### Problem details
Find and copy each line of the data that includes "Extract".

** Opening Information provided block **

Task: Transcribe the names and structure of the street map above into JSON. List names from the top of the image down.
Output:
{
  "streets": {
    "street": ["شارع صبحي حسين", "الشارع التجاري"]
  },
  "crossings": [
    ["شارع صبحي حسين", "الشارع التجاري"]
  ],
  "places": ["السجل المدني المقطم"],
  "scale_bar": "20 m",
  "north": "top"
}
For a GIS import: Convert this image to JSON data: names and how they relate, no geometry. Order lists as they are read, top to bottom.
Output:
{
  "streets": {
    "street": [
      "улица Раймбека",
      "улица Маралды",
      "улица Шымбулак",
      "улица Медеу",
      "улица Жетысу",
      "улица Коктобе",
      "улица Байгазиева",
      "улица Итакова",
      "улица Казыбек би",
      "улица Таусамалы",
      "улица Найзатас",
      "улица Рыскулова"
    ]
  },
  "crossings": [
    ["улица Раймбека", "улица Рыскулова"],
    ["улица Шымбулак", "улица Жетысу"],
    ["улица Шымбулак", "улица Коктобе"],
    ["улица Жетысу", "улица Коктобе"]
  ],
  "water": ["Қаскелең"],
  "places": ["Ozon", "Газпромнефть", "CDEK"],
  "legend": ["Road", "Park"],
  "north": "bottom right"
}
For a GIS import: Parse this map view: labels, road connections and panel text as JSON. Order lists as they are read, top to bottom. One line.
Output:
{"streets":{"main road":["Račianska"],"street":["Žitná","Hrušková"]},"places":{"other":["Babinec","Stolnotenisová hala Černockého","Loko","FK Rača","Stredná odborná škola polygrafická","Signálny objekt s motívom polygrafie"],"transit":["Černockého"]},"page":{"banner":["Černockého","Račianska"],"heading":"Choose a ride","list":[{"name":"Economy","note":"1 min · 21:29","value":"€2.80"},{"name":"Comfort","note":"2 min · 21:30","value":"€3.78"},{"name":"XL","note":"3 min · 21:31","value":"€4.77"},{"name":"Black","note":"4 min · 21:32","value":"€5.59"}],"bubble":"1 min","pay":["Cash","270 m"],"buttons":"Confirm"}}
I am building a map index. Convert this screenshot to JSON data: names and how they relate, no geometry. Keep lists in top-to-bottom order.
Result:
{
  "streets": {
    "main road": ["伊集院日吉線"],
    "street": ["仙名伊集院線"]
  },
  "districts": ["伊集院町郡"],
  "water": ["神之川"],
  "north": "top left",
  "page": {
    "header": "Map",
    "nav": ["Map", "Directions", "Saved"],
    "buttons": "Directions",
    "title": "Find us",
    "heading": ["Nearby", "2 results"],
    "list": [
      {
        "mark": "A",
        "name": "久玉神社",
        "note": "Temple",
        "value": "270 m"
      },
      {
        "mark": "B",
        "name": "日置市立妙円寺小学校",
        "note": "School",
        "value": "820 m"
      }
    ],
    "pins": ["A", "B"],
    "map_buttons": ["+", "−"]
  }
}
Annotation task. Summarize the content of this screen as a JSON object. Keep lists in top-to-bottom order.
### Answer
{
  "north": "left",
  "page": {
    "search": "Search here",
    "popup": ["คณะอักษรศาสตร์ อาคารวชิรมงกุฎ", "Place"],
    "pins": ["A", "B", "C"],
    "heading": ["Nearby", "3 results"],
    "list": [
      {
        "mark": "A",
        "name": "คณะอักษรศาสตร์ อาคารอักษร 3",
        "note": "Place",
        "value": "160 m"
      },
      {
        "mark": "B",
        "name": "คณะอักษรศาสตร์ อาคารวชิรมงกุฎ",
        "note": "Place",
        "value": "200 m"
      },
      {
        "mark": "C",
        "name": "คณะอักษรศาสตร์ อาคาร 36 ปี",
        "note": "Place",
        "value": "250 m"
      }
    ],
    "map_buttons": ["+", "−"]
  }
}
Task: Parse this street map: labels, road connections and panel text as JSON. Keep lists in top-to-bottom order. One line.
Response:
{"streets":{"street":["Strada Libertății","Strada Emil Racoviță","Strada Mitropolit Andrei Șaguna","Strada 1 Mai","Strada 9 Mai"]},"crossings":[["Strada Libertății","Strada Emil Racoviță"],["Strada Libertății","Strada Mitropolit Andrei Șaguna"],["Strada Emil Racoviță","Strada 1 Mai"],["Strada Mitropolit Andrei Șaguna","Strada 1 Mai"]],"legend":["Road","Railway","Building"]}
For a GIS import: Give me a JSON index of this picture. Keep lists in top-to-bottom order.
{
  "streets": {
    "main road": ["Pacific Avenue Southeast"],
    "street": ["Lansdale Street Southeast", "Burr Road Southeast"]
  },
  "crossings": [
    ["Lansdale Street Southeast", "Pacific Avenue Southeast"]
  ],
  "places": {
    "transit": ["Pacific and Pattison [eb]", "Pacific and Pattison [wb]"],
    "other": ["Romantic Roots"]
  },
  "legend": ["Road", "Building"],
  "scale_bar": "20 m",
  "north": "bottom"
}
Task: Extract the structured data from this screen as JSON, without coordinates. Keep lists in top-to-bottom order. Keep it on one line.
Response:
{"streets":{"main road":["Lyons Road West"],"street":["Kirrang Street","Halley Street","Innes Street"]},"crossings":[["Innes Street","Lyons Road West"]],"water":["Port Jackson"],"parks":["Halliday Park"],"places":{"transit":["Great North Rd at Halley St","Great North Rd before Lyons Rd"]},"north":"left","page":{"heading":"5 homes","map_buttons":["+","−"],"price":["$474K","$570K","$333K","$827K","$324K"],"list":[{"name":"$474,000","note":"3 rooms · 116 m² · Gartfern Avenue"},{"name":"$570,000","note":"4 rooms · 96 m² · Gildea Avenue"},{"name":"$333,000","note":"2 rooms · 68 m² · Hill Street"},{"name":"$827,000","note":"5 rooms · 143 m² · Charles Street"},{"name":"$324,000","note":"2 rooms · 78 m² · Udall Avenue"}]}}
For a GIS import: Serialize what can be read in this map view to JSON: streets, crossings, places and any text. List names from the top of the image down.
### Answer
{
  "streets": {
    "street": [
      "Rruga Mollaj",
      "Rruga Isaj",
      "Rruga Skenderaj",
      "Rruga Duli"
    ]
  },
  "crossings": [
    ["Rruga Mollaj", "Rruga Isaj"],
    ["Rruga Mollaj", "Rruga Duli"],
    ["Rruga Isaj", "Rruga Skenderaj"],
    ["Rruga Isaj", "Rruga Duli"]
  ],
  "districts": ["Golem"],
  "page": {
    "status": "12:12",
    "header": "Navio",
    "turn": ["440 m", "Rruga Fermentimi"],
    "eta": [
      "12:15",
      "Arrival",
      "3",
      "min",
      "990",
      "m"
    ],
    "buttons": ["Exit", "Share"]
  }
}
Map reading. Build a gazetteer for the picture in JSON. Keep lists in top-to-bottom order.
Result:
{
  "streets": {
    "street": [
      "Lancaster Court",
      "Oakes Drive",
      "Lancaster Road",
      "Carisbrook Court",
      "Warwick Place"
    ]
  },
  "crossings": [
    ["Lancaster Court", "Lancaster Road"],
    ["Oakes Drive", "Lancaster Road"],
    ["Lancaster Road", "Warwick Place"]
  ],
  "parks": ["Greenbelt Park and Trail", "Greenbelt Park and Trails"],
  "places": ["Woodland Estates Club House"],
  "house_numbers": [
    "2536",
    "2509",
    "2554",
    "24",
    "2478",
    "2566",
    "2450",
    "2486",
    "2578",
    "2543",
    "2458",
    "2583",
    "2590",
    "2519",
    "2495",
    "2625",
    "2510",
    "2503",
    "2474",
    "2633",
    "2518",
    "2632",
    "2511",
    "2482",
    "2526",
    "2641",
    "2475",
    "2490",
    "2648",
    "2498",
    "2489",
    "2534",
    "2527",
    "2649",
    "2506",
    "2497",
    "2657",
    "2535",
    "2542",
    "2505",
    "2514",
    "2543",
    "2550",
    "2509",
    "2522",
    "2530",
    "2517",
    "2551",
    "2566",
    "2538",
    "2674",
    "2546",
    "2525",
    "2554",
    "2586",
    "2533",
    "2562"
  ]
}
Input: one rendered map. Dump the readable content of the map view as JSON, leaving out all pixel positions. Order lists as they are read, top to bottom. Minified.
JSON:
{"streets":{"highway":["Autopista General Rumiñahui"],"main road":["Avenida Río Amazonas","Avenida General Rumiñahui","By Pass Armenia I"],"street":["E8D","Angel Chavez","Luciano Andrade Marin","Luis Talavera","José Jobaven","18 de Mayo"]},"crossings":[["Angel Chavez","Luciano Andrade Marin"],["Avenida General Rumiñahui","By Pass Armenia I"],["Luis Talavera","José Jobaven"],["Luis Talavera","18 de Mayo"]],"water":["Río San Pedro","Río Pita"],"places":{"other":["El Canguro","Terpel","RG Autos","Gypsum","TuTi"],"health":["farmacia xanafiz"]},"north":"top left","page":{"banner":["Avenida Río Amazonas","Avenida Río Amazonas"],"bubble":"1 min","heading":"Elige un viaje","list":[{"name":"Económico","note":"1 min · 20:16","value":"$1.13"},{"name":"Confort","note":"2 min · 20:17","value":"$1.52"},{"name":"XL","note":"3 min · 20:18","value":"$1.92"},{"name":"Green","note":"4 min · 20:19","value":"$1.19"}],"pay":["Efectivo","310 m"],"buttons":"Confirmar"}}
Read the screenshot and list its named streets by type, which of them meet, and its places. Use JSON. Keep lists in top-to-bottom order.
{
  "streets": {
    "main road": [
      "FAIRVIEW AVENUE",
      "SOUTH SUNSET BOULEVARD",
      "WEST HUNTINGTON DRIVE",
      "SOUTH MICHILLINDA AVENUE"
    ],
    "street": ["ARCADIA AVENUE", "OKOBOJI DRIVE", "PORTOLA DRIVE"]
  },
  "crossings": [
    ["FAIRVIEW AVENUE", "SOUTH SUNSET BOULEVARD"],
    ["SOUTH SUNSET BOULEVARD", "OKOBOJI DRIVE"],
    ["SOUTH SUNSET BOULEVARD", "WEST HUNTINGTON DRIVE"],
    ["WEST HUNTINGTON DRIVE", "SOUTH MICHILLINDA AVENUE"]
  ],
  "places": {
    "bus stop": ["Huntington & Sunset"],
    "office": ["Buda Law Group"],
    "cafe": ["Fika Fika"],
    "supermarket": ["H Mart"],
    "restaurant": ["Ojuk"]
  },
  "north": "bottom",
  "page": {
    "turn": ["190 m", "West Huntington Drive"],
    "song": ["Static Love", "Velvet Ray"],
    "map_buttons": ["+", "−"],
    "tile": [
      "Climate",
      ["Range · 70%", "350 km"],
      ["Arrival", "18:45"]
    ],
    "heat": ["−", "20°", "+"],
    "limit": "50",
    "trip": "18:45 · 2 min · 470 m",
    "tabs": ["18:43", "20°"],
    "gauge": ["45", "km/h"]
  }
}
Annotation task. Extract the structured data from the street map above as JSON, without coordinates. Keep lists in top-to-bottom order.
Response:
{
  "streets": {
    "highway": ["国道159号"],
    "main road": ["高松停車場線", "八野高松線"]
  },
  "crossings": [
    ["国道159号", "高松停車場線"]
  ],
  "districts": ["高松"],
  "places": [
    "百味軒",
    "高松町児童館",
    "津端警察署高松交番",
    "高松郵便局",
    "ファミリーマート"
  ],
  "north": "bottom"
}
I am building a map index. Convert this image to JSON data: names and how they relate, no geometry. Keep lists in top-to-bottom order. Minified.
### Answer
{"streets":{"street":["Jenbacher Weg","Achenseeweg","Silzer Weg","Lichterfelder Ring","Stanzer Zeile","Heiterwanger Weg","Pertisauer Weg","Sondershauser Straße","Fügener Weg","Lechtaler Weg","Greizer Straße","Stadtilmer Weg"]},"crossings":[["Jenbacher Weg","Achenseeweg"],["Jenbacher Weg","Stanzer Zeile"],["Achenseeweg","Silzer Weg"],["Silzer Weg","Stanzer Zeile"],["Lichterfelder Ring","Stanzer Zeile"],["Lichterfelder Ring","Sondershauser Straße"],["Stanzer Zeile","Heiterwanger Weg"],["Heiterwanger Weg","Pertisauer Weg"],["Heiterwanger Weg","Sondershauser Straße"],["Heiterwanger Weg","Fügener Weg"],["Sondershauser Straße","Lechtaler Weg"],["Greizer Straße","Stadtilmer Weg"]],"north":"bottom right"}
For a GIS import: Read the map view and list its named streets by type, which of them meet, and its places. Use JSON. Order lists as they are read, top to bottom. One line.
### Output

** Closing Information provided block **

### Response box
Task: Extract the structured data from this screen as JSON, without coordinates. Keep lists in top-to-bottom order. Keep it on one line.
Annotation task. Extract the structured data from the street map above as JSON, without coordinates. Keep lists in top-to-bottom order.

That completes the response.